The week following the letter’s publication, the Committee rejected amendments that would have strengthened the Bill. The Committee voted down an amendment that would have raised the bar of the Mental Capacity Act to ensure an appropriately high test for mental capacity; rejected an amendment to make it explicitly illegal for someone to ‘encourage’ another person to seek an assisted suicide; and rejected an amendment to protect people from choosing assisted suicide because they feel they are a burden. The Bill’s supporters on the Committee also spoke against attempts to protect prisoners, where suicide rates are already high, and the homeless.
Calling for the Bill to be “overwhelmingly rejected”, the psychiatrists warned that the legislation would undermine their work, which includes suicide prevention, and put vulnerable people under considerable pressure to opt for assisted suicide instead of seeking medical or psychiatric solutions.
They wrote “A law on doctor-assisted suicide will undermine the daily efforts of psychiatrists across the United Kingdom to prevent suicide. Those who have suicidal ideation at any time in life may be vulnerable to pressures to take their own life by the introduction of doctor-assisted suicide”.
“Vulnerability can arise due to external factors such as lack of decent palliative or social care; overt coercion or undue influence; personal losses including bereavement, poor housing or financial hardship. Internal factors may include major depressive disorder, a sense of burdensomeness, loneliness and social isolation. Understanding and responding to these vulnerabilities is at the centre of suicide prevention”.

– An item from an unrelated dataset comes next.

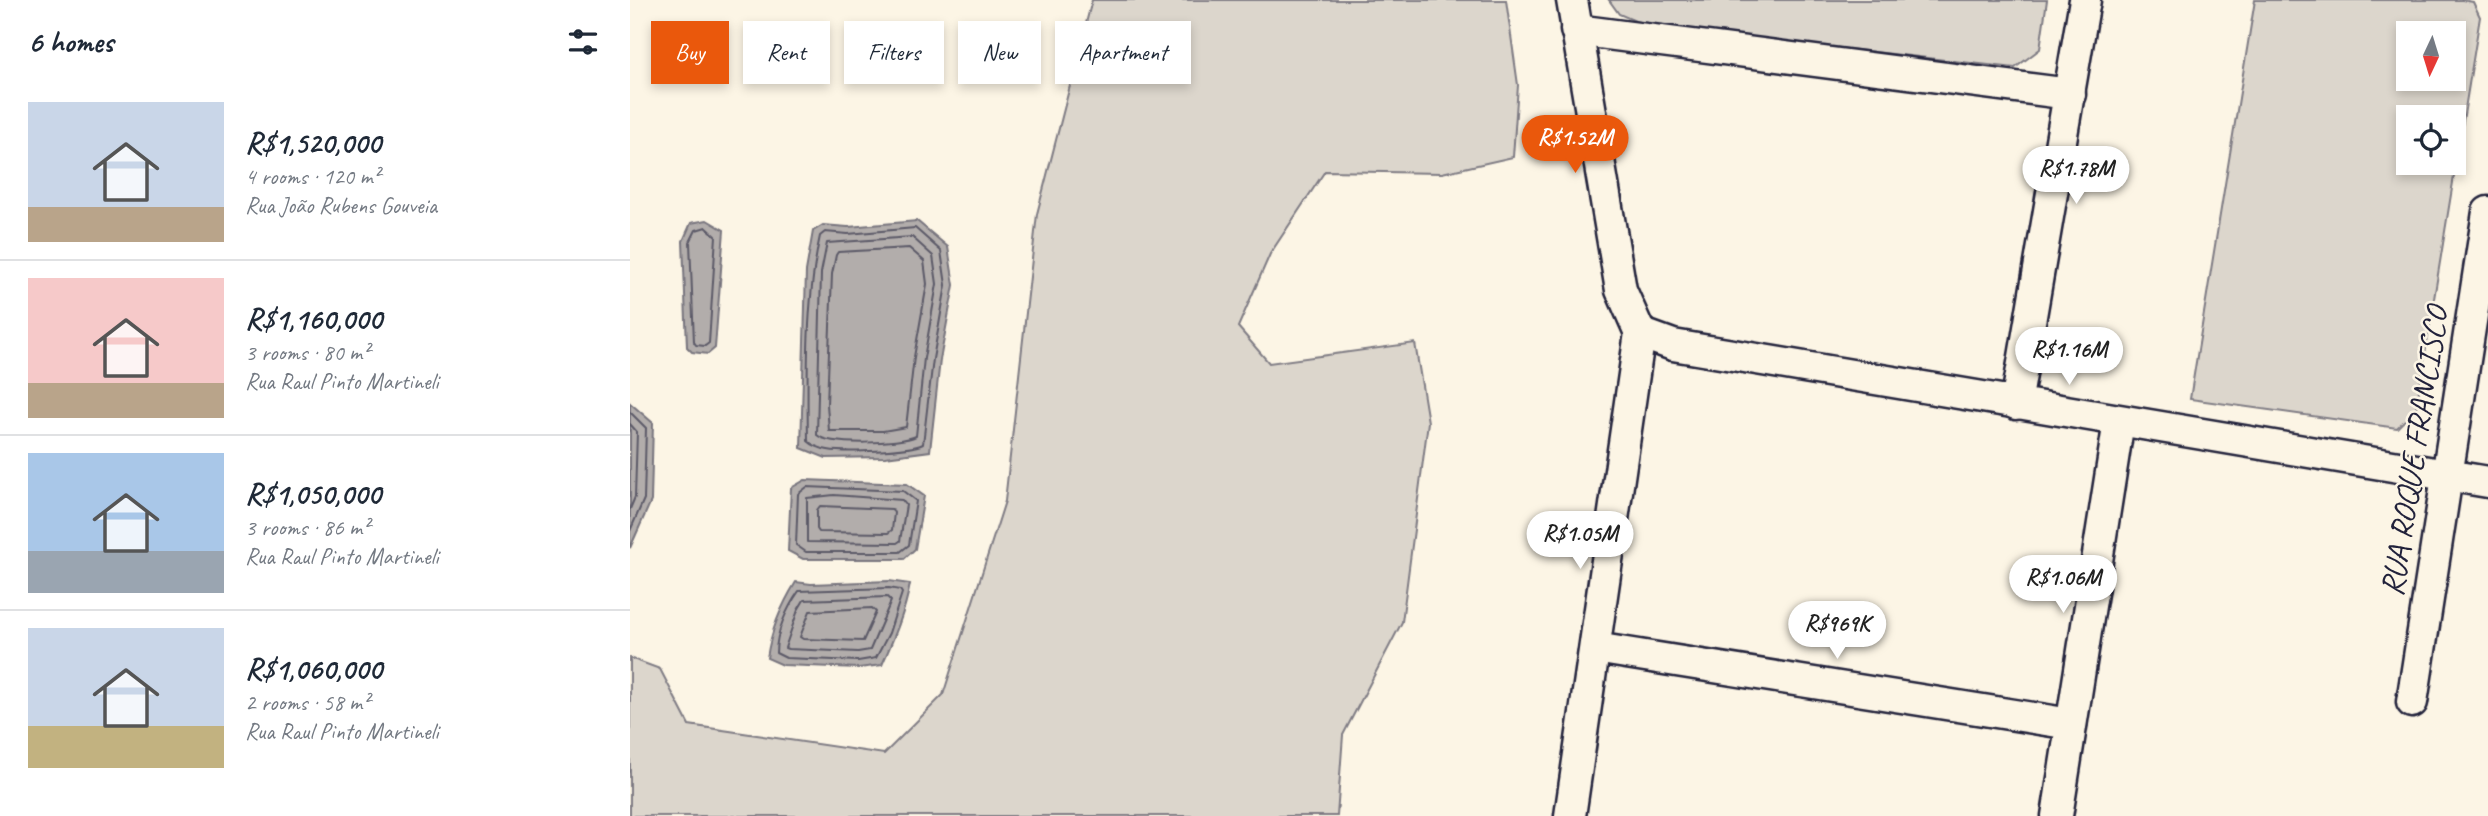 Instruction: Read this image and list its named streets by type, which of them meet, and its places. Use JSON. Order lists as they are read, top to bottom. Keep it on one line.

External factors mentioned in the psychiatrists’ letter, including housing and burdensomeness, were both highlighted in last week’s Committee as serious concerns but supporters of the Bill rejected the need for stronger safeguards.
MPs gave in to pressure and allowed representatives from the Royal College of Psychiatrists to appear before the parliamentary committee scrutinising the assisted suicide Bill, despite the fact that, hours earlier, MPs on the Bill Committee had voted against their involvement.
The psychiatrists criticised this “reluctance” of the Committee scrutinising the Bill to involve the Royal College of Psychiatrists in its discussions, describing the decision as “shocking”.
The psychiatrists wrote “The initial reluctance of the committee to see the need to call the Royal College of Psychiatrists to give evidence is in itself shocking and betrays a lacking understanding of the job that we do in understanding suicide and its prevention”.
The letter to The Times came after the Committee met to examine witnesses who gave evidence on the content of the Bill, in which a number of psychiatrists shared a variety of concerns about the Bill. Emeritus Professor of Psychiatry, Professor Allan House, expressed significant concern about the adequacy of the assessment proposed by the Bill.
He stated that, in cases of assisted suicide, a psychological assessment would need to go beyond assessing mental illness and explore social issues like poor housing and financial insecurity, which can be related to feelings of worthlessness and low mood. Additionally, he said that the Bill does not acknowledge peoples’ psychological state. Depression is well known to be difficult to detect among the elderly, as they do not express distress as openly and obviously as younger people do. Depressive disorders are also far more common among people with a serious physical illness compared with the general population.